- _Exercise instructions_
Among the records, find the lines that hold the string "Western" and return them.

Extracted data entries
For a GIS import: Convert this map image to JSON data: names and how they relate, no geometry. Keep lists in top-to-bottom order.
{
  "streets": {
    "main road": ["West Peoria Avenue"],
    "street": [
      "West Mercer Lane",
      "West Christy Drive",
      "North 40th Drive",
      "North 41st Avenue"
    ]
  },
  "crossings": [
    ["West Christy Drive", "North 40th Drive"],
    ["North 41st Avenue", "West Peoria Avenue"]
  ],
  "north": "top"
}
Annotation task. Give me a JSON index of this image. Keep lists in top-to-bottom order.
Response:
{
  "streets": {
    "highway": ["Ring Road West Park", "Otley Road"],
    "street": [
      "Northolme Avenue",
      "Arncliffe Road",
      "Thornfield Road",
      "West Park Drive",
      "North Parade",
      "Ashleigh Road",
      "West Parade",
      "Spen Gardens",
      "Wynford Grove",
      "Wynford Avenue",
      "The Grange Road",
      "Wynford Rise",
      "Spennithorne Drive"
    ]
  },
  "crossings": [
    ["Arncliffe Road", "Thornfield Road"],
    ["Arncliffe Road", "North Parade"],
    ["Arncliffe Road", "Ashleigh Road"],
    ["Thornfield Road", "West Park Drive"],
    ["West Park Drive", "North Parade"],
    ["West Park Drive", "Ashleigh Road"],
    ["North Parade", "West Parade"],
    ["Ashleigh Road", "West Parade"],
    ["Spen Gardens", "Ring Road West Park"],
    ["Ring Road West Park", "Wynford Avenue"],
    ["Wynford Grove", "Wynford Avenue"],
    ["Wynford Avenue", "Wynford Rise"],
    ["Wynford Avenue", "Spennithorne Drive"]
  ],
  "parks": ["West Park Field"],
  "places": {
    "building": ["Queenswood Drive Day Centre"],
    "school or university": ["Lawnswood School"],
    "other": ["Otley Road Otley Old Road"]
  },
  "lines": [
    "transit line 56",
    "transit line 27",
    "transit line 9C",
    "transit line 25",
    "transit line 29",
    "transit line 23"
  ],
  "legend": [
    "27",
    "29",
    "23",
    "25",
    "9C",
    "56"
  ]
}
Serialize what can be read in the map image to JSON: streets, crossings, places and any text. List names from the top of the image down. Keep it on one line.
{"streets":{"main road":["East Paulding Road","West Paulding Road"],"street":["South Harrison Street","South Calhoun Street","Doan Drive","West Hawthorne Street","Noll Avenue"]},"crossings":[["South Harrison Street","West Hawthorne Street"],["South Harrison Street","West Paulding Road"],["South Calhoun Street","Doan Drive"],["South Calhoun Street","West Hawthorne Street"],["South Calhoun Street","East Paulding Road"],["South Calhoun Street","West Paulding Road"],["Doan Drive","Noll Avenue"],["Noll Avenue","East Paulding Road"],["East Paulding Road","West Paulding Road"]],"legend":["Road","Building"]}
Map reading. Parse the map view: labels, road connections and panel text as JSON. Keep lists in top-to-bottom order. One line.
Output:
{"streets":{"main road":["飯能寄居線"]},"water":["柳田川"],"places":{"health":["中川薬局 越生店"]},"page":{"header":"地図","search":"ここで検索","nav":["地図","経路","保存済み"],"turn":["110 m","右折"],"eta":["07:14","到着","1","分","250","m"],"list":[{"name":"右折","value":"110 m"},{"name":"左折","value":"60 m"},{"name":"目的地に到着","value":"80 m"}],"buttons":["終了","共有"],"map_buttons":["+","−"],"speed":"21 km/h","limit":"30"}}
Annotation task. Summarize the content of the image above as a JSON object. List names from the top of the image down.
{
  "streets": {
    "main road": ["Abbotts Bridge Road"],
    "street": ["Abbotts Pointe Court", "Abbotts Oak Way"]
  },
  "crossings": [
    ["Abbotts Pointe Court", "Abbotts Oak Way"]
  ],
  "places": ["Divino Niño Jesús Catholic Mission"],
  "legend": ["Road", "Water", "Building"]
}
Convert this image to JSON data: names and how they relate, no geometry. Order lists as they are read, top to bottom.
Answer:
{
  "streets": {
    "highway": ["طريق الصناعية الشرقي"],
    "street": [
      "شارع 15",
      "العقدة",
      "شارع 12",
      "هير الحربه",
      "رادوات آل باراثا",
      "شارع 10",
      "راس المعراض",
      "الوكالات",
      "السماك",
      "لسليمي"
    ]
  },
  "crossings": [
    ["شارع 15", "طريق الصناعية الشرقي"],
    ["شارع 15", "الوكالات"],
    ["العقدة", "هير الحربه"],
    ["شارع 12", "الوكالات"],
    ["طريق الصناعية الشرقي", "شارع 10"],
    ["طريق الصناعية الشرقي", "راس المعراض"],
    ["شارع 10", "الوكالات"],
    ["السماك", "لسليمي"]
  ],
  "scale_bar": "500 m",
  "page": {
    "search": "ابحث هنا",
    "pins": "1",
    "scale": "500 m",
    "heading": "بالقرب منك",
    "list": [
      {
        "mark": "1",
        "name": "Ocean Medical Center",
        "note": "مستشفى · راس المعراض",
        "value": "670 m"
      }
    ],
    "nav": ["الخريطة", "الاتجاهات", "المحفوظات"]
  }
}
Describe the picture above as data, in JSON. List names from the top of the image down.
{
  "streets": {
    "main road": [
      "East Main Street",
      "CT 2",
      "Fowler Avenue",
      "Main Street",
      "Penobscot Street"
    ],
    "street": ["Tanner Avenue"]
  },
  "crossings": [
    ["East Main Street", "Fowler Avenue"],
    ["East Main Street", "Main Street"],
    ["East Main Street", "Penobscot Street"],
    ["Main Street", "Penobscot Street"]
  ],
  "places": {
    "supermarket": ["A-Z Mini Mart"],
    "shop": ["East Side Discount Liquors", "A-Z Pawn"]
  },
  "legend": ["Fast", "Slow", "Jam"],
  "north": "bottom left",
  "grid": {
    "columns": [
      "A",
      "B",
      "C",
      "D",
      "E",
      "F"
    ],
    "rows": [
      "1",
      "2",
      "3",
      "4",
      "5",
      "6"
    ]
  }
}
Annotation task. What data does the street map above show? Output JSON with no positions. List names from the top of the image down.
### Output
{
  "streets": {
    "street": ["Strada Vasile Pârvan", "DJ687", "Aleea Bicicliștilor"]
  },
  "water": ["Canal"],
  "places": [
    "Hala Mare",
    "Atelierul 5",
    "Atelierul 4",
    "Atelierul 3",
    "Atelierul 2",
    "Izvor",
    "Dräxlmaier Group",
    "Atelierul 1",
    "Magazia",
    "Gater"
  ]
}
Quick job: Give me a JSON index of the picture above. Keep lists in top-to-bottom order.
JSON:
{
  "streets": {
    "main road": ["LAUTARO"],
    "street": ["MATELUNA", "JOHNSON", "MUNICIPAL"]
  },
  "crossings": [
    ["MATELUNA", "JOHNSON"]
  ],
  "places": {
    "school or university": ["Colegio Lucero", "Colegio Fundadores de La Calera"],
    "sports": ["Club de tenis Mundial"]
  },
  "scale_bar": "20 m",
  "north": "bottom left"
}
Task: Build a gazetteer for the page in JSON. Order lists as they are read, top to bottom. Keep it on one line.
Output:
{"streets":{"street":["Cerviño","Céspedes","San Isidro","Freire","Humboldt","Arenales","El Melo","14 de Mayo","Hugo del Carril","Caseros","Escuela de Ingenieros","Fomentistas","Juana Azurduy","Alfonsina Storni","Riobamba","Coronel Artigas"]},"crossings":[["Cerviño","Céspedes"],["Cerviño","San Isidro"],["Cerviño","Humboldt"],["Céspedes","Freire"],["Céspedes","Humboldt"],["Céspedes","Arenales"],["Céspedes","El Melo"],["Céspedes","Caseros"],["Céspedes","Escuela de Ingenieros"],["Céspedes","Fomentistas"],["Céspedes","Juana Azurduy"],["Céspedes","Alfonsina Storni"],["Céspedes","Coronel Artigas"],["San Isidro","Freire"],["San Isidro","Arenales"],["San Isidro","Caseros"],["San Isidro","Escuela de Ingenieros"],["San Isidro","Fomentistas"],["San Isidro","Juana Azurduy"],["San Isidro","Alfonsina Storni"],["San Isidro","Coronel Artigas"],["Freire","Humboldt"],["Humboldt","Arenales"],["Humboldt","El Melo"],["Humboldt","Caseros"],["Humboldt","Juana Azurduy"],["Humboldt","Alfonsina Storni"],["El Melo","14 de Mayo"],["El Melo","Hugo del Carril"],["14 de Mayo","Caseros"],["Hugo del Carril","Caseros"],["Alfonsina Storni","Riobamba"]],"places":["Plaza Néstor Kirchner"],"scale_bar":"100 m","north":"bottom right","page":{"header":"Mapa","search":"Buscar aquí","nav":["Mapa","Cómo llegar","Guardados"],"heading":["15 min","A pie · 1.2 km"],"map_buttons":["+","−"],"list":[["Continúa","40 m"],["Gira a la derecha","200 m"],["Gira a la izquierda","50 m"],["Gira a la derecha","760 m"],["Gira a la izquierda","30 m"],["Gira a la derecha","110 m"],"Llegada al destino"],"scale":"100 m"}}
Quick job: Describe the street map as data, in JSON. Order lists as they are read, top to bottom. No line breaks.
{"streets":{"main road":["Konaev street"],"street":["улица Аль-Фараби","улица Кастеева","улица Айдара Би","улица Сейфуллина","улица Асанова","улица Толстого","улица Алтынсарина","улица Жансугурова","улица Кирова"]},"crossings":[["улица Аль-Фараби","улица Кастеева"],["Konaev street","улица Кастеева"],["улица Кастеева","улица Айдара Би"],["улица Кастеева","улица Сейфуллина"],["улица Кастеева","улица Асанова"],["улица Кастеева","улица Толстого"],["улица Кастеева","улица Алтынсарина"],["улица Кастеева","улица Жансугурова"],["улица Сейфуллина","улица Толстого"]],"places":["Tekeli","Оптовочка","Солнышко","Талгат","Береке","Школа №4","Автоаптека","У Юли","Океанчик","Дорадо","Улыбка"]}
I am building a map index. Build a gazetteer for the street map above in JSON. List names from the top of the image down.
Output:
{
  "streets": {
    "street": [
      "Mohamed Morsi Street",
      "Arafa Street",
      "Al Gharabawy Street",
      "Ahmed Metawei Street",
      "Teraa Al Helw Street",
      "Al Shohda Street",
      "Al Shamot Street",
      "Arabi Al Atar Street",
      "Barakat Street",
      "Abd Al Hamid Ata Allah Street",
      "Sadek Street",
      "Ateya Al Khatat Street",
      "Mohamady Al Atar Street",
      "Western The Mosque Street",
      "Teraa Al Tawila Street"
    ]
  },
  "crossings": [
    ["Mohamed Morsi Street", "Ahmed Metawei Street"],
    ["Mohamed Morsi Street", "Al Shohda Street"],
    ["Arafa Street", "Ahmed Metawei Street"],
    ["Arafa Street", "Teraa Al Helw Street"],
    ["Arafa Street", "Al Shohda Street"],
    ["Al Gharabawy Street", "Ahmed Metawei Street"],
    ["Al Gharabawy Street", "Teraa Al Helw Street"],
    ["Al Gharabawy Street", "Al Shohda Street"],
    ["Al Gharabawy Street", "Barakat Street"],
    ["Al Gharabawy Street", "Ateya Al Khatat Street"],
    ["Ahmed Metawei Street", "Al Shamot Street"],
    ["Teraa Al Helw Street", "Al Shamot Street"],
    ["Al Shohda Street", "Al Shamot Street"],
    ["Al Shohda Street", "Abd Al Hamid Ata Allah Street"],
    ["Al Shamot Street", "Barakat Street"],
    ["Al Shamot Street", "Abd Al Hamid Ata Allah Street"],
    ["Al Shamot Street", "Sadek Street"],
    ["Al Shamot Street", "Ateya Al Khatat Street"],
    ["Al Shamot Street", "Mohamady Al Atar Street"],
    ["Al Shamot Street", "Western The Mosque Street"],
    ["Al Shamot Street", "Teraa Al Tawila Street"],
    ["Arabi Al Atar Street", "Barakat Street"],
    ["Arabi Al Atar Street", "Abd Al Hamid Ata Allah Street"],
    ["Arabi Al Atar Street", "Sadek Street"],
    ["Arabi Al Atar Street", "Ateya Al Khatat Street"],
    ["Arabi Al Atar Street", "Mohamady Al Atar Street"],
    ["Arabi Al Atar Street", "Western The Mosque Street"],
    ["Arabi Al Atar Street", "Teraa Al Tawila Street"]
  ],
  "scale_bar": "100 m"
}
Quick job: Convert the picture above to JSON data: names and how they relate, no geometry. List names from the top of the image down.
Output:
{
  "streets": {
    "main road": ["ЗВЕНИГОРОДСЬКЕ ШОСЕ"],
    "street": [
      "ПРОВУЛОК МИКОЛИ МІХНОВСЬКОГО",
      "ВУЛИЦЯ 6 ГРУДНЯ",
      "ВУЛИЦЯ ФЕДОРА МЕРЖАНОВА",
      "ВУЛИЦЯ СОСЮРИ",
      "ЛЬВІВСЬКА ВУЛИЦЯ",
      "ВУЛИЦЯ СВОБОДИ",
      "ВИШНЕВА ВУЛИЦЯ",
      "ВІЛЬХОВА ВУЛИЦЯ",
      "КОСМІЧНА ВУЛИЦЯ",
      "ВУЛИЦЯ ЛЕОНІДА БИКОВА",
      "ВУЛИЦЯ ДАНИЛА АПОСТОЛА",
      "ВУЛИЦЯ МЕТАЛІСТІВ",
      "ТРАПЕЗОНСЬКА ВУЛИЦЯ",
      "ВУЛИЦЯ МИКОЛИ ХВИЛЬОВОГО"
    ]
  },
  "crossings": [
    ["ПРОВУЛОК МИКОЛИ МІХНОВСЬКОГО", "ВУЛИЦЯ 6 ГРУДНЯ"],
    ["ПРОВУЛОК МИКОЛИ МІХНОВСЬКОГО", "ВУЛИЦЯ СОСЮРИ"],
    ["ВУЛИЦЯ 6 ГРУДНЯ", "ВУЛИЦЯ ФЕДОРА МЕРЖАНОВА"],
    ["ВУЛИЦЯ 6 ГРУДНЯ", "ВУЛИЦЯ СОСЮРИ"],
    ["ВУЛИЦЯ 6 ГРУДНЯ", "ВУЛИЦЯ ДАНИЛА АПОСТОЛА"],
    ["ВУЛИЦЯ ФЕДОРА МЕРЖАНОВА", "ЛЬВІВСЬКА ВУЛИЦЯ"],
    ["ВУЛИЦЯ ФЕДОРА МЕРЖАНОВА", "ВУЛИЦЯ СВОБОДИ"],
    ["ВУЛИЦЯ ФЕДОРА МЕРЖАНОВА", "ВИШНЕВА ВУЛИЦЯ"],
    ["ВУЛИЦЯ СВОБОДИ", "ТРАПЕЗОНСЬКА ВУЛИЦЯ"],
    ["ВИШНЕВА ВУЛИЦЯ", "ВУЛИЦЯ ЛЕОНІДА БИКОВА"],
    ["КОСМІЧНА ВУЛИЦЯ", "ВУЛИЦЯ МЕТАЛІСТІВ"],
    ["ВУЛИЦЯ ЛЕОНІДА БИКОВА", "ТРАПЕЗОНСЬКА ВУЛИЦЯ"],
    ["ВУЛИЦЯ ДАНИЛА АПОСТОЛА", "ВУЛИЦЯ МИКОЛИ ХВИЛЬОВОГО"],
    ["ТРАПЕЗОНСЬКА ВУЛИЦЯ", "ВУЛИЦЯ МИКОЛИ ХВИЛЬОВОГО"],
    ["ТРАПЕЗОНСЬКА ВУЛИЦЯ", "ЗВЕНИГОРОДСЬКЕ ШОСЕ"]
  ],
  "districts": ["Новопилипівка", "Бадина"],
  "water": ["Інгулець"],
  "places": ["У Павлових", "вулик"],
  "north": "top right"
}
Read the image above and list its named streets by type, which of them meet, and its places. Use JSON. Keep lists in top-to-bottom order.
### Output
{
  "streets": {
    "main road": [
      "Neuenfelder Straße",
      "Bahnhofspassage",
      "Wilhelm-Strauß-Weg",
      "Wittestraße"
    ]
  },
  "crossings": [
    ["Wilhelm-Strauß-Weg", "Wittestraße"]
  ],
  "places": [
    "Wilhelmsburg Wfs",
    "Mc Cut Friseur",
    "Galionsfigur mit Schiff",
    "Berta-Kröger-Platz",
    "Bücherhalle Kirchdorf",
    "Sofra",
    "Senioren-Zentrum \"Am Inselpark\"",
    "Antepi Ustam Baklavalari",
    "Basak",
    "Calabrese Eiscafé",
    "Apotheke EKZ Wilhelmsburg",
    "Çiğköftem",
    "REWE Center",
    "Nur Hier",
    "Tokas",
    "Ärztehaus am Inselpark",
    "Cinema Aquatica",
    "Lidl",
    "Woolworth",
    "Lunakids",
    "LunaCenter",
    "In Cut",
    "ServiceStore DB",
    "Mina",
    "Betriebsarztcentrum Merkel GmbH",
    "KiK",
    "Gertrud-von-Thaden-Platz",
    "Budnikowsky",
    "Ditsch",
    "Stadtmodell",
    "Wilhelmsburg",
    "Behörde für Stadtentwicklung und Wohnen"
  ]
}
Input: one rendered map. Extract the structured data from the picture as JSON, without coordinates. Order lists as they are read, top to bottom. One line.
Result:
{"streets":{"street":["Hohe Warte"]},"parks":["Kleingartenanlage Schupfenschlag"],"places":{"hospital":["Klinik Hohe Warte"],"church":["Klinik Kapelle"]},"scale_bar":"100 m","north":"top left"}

- _Response to the exercise_
      "Western The Mosque Street",
    ["Al Shamot Street", "Western The Mosque Street"],
    ["Arabi Al Atar Street", "Western The Mosque Street"],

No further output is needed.